Every record below, from first to last, should be copied exactly; leave the pictures out.

Collected data

+===+

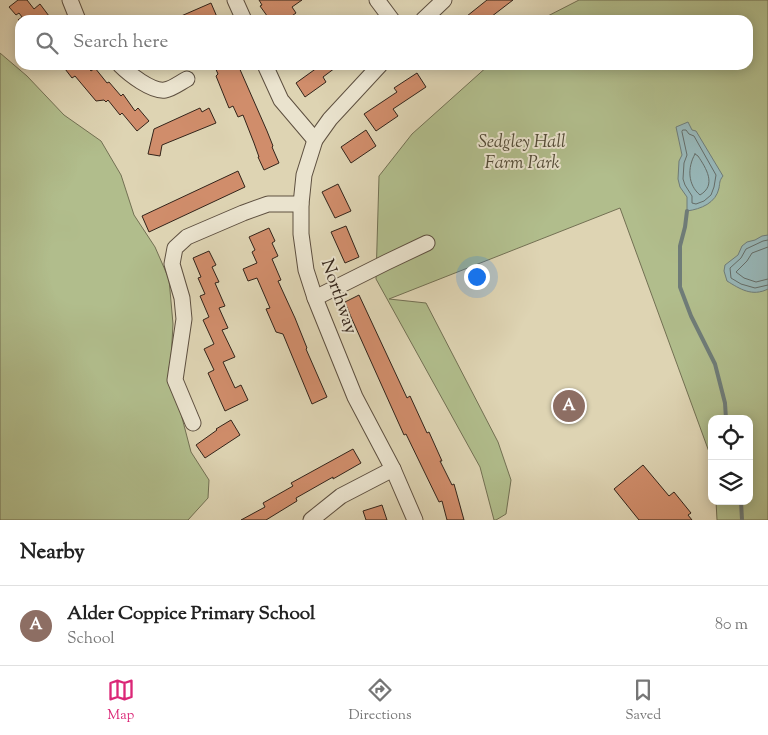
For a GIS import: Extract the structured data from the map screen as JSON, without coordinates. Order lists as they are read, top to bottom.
{
  "streets": {
    "street": ["Northway"]
  },
  "parks": ["Sedgley Hall Farm Park"],
  "page": {
    "search": "Search here",
    "pins": "A",
    "heading": "Nearby",
    "list": [
      {
        "mark": "A",
        "name": "Alder Coppice Primary School",
        "note": "School",
        "value": "80 m"
      }
    ],
    "nav": ["Map", "Directions", "Saved"]
  }
}
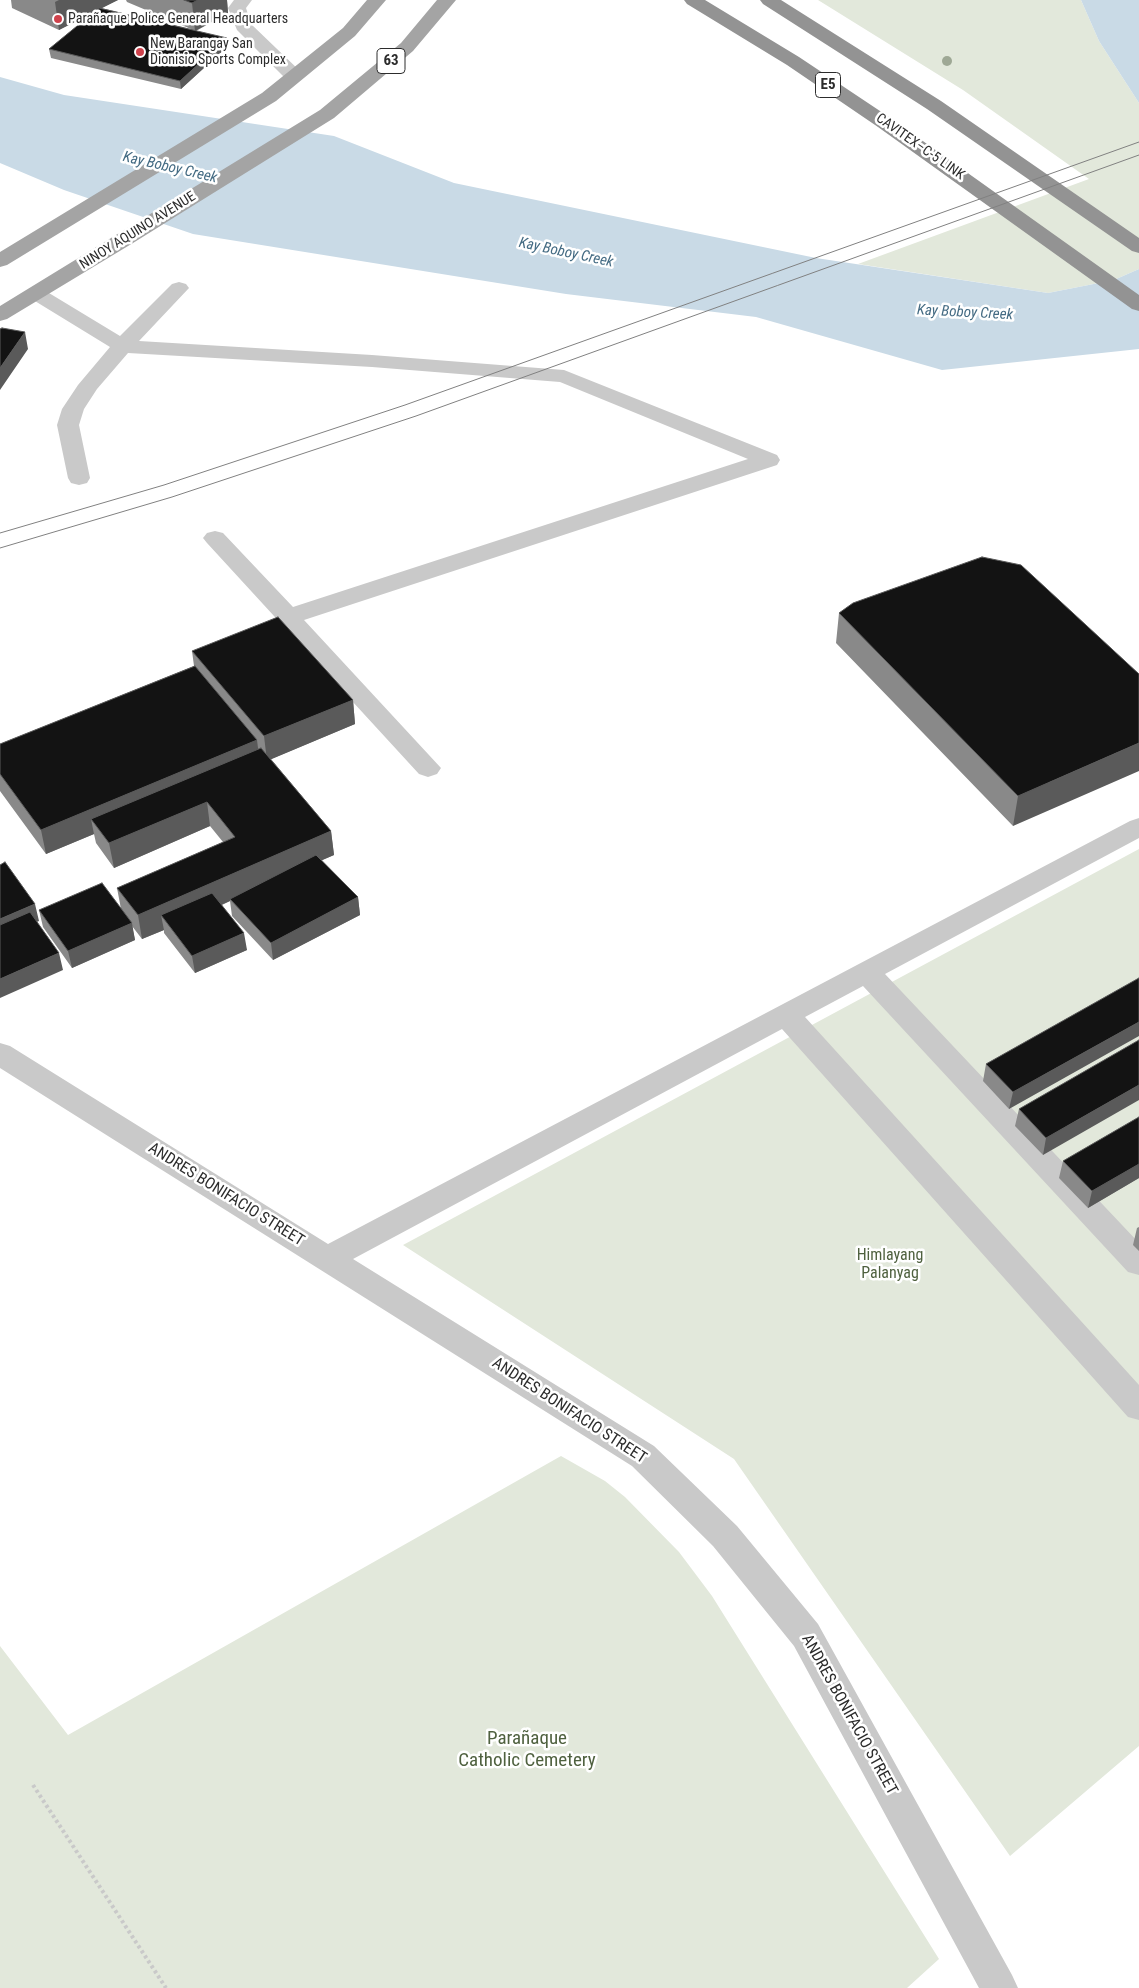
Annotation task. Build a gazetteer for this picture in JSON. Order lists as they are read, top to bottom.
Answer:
{
  "streets": {
    "highway": ["E5", "CAVITEX–C-5 LINK"],
    "main road": ["63", "NINOY AQUINO AVENUE"],
    "street": ["ANDRES BONIFACIO STREET"]
  },
  "water": ["Kay Boboy Creek"],
  "parks": ["Himlayang Palanyag", "Parañaque Catholic Cemetery"],
  "places": ["Parañaque Police General Headquarters", "New Barangay San Dionisio Sports Complex"]
}
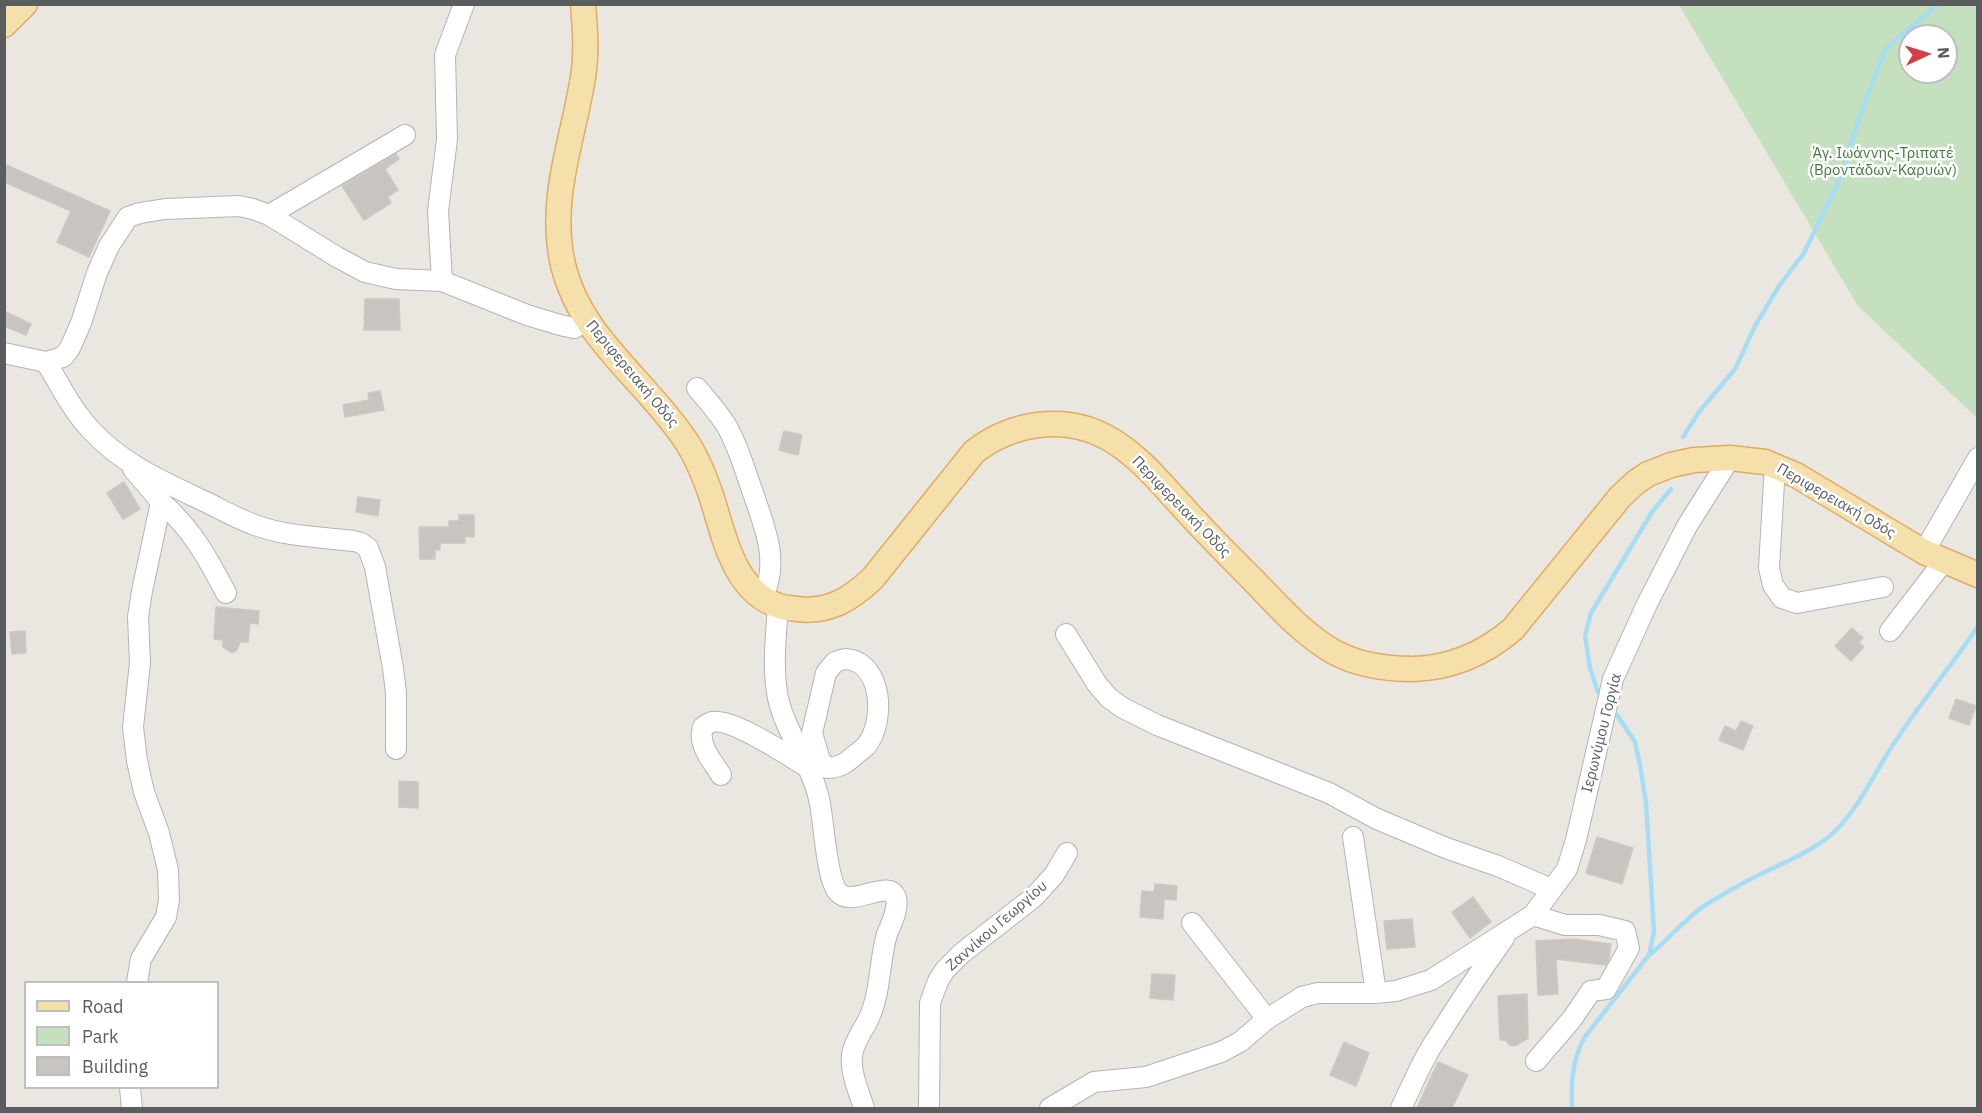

+===+

SOLUTION FOR THIS TASK:
For a GIS import: Extract the structured data from the map screen as JSON, without coordinates. Order lists as they are read, top to bottom.
{
  "streets": {
    "street": ["Northway"]
  },
  "parks": ["Sedgley Hall Farm Park"],
  "page": {
    "search": "Search here",
    "pins": "A",
    "heading": "Nearby",
    "list": [
      {
        "mark": "A",
        "name": "Alder Coppice Primary School",
        "note": "School",
        "value": "80 m"
      }
    ],
    "nav": ["Map", "Directions", "Saved"]
  }
}
Annotation task. Build a gazetteer for this picture in JSON. Order lists as they are read, top to bottom.
Answer:
{
  "streets": {
    "highway": ["E5", "CAVITEX–C-5 LINK"],
    "main road": ["63", "NINOY AQUINO AVENUE"],
    "street": ["ANDRES BONIFACIO STREET"]
  },
  "water": ["Kay Boboy Creek"],
  "parks": ["Himlayang Palanyag", "Parañaque Catholic Cemetery"],
  "places": ["Parañaque Police General Headquarters", "New Barangay San Dionisio Sports Complex"]
}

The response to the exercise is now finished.